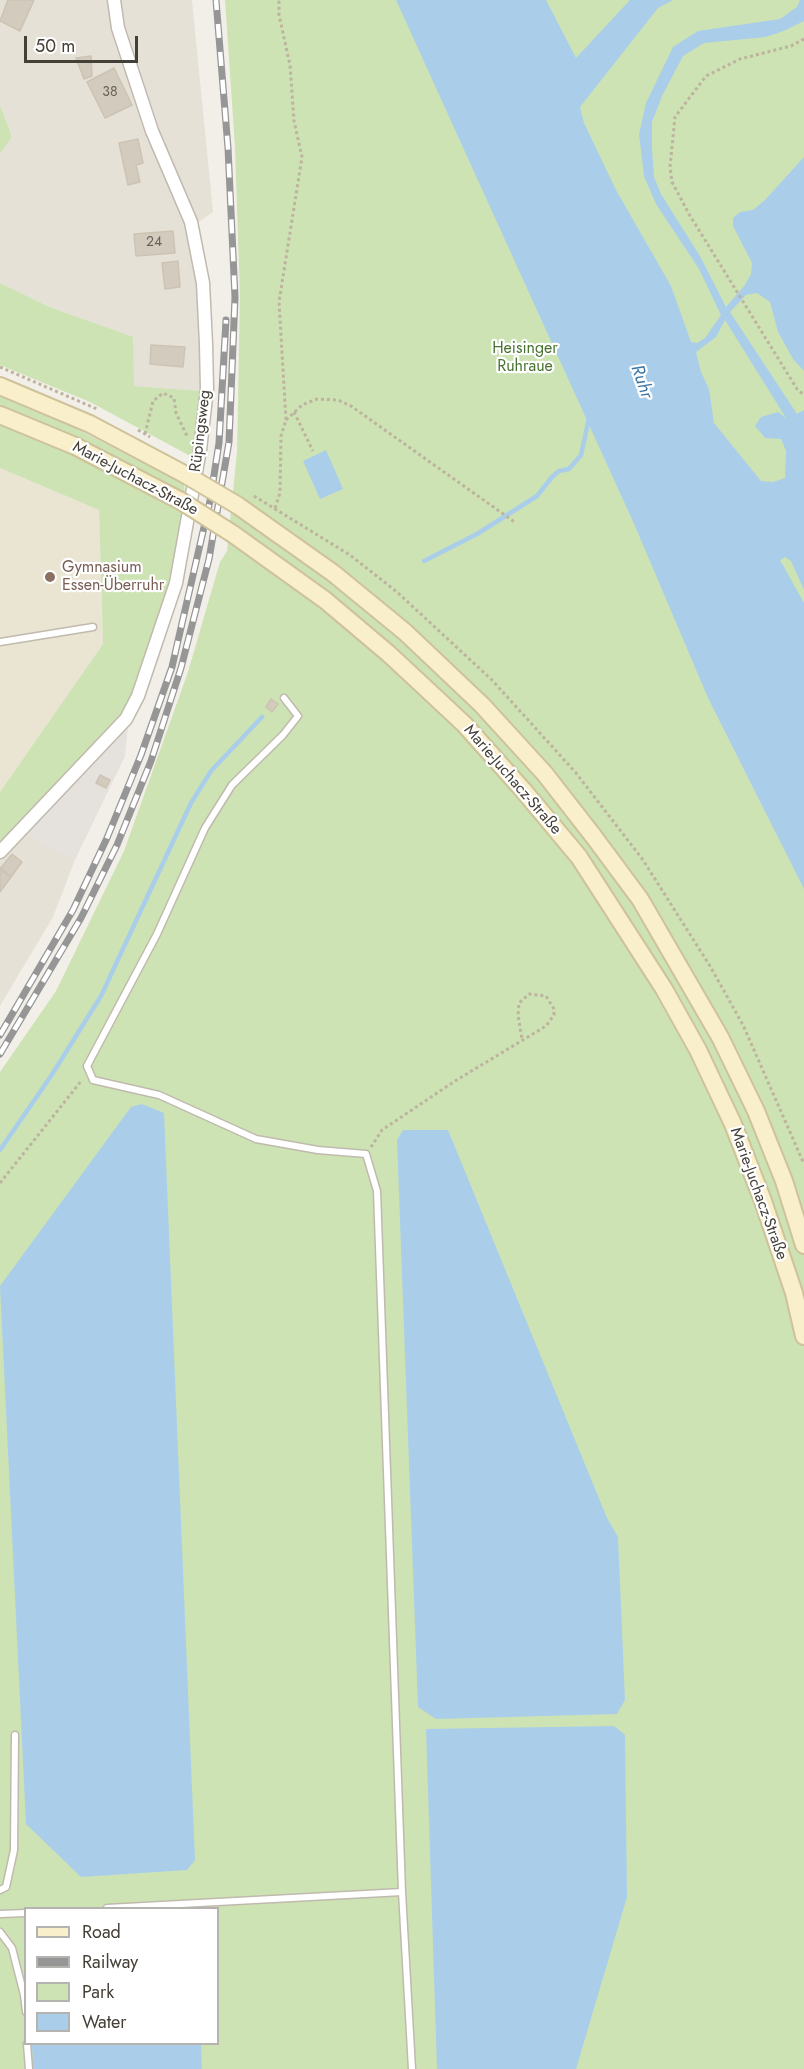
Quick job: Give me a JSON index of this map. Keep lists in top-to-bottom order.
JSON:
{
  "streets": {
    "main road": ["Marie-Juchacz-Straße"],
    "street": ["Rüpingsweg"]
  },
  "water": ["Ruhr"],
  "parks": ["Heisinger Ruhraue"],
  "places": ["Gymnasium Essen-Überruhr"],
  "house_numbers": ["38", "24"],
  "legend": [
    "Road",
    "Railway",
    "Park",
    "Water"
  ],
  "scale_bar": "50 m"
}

^^^^

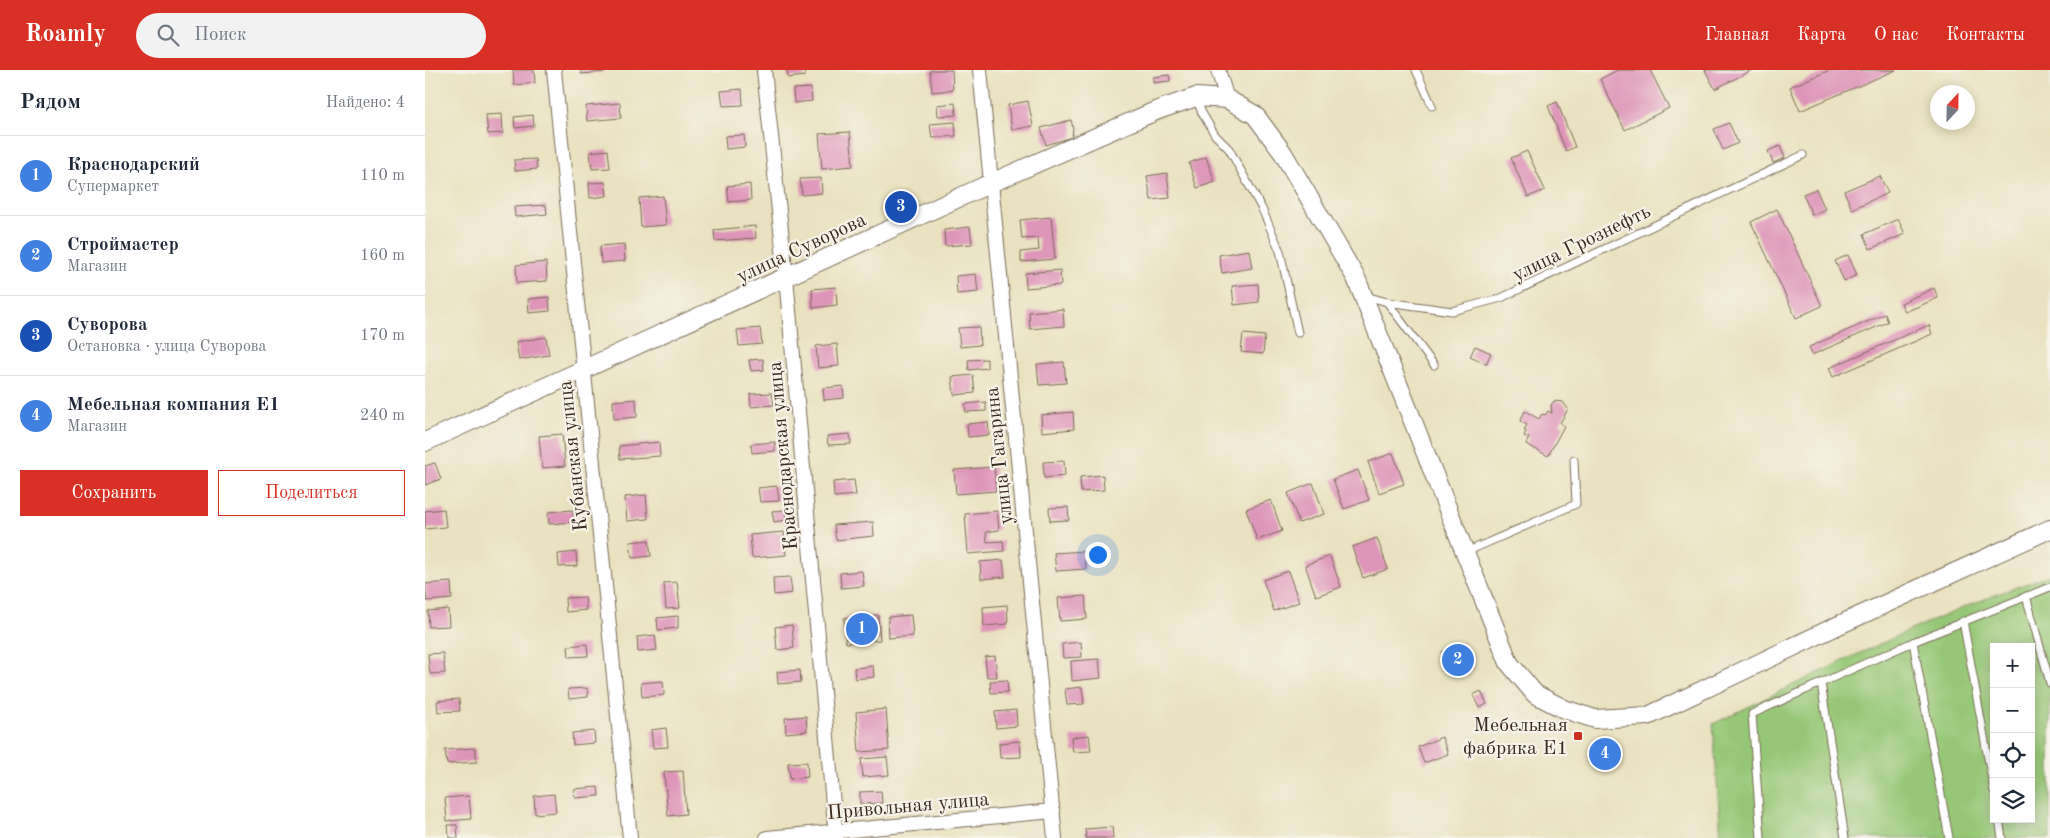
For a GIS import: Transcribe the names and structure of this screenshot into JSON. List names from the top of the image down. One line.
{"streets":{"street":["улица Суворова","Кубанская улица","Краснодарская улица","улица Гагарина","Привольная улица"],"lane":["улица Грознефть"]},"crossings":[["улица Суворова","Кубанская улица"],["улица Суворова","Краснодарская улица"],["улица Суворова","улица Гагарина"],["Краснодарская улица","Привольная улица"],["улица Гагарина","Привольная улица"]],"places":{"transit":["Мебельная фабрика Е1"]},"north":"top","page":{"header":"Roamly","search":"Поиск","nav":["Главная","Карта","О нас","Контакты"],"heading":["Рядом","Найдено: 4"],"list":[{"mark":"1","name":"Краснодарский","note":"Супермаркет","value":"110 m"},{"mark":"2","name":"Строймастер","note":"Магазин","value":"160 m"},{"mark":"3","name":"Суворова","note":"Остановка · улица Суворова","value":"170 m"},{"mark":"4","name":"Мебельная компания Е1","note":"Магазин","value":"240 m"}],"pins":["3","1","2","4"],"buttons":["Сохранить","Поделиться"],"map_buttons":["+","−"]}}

^^^^

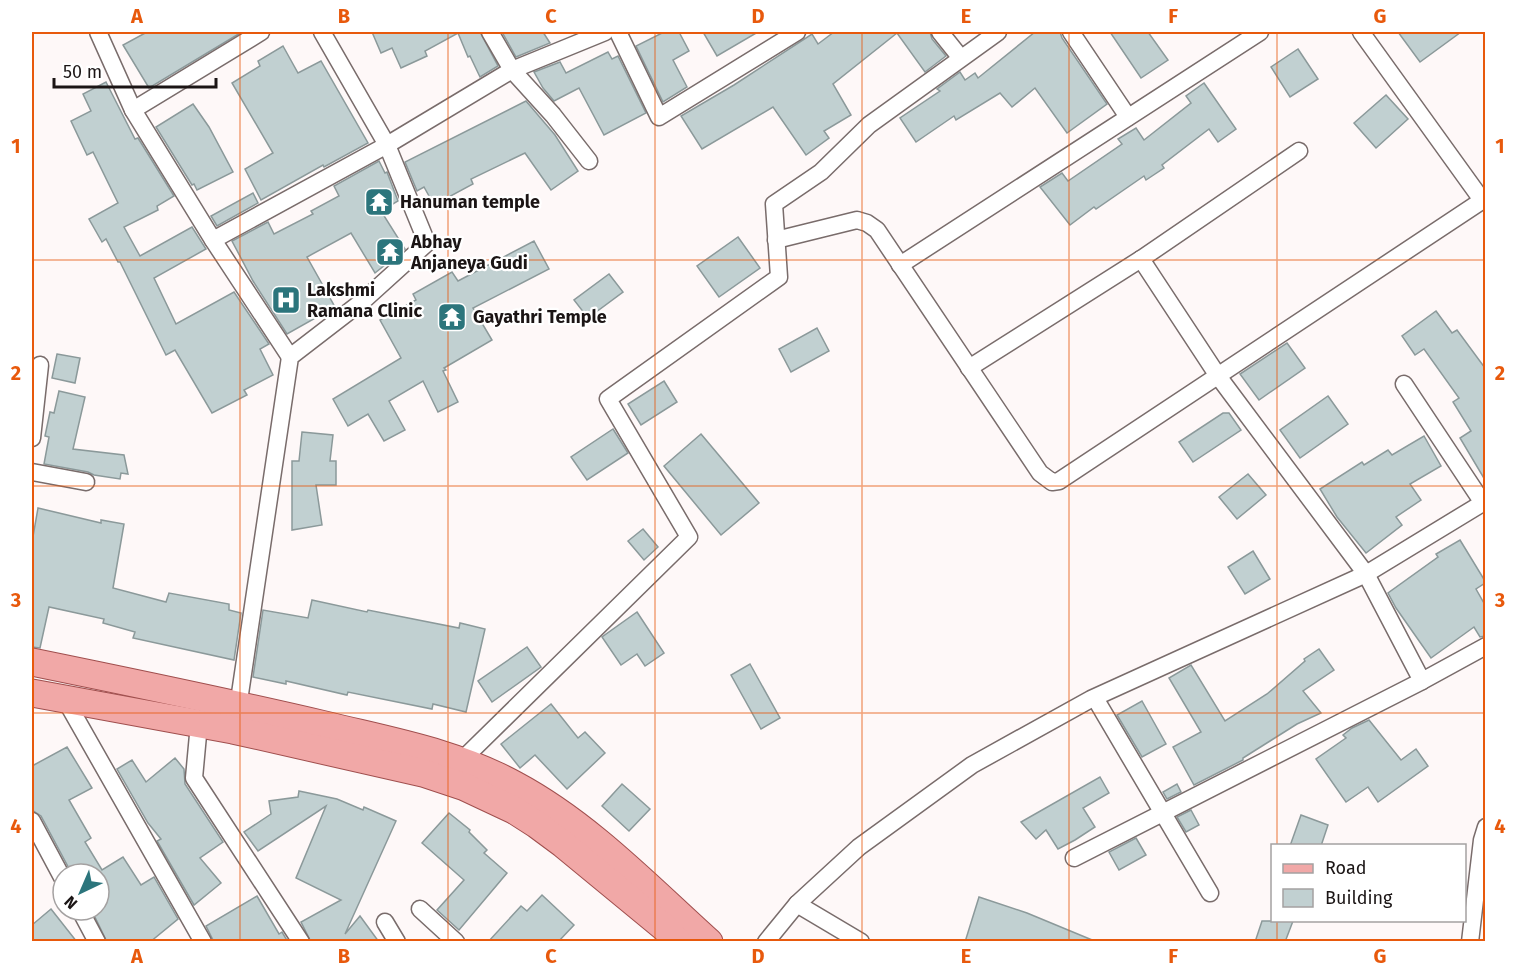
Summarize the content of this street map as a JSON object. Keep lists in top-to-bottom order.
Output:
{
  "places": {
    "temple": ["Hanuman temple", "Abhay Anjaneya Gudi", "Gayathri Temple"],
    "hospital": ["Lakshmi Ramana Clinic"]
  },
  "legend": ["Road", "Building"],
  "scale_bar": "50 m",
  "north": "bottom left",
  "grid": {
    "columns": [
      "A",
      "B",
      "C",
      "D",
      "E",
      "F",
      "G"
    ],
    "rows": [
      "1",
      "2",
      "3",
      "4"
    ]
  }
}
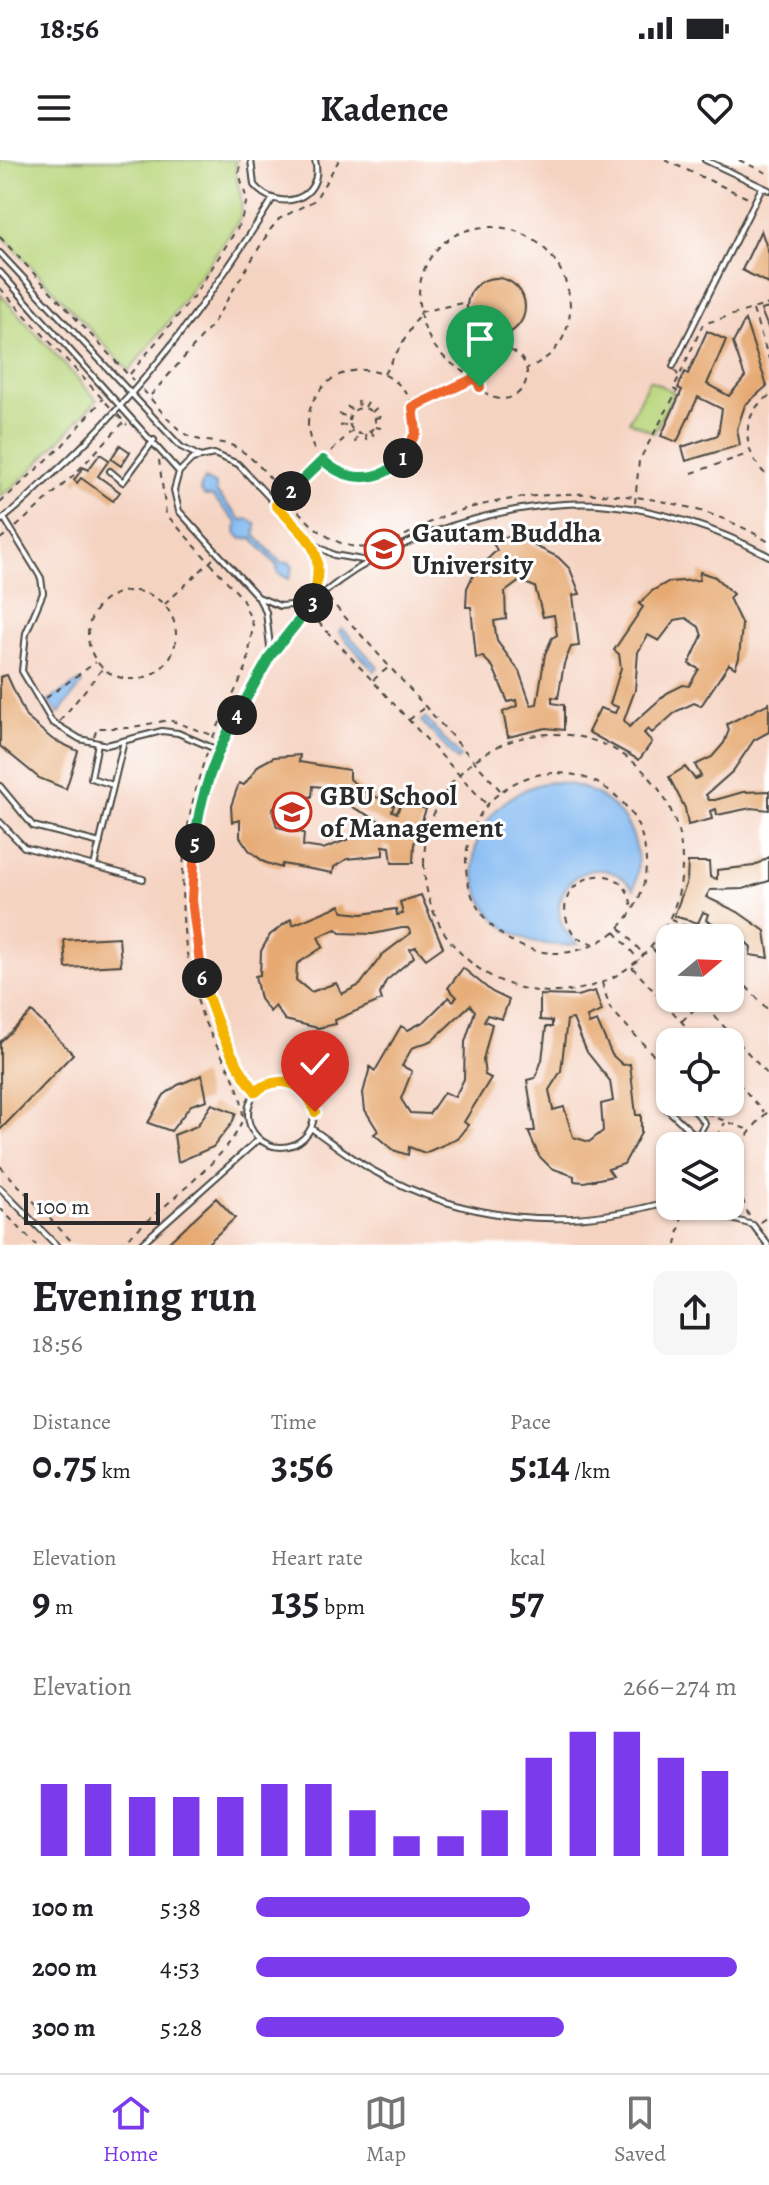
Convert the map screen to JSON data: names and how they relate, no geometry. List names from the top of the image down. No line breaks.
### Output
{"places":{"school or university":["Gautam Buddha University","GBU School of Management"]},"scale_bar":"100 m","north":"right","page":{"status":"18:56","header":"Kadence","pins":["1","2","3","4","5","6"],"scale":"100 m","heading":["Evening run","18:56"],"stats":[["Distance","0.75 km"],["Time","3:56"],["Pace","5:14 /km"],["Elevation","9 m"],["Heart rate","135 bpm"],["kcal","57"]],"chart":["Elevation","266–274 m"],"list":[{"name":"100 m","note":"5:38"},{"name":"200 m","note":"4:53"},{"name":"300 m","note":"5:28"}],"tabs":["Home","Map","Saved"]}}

^^^^

* EXERCISE DESCRIPTION
Count every line of the data above where "order" appears, and give the total only.

* RESPONSE TO THIS TASK
2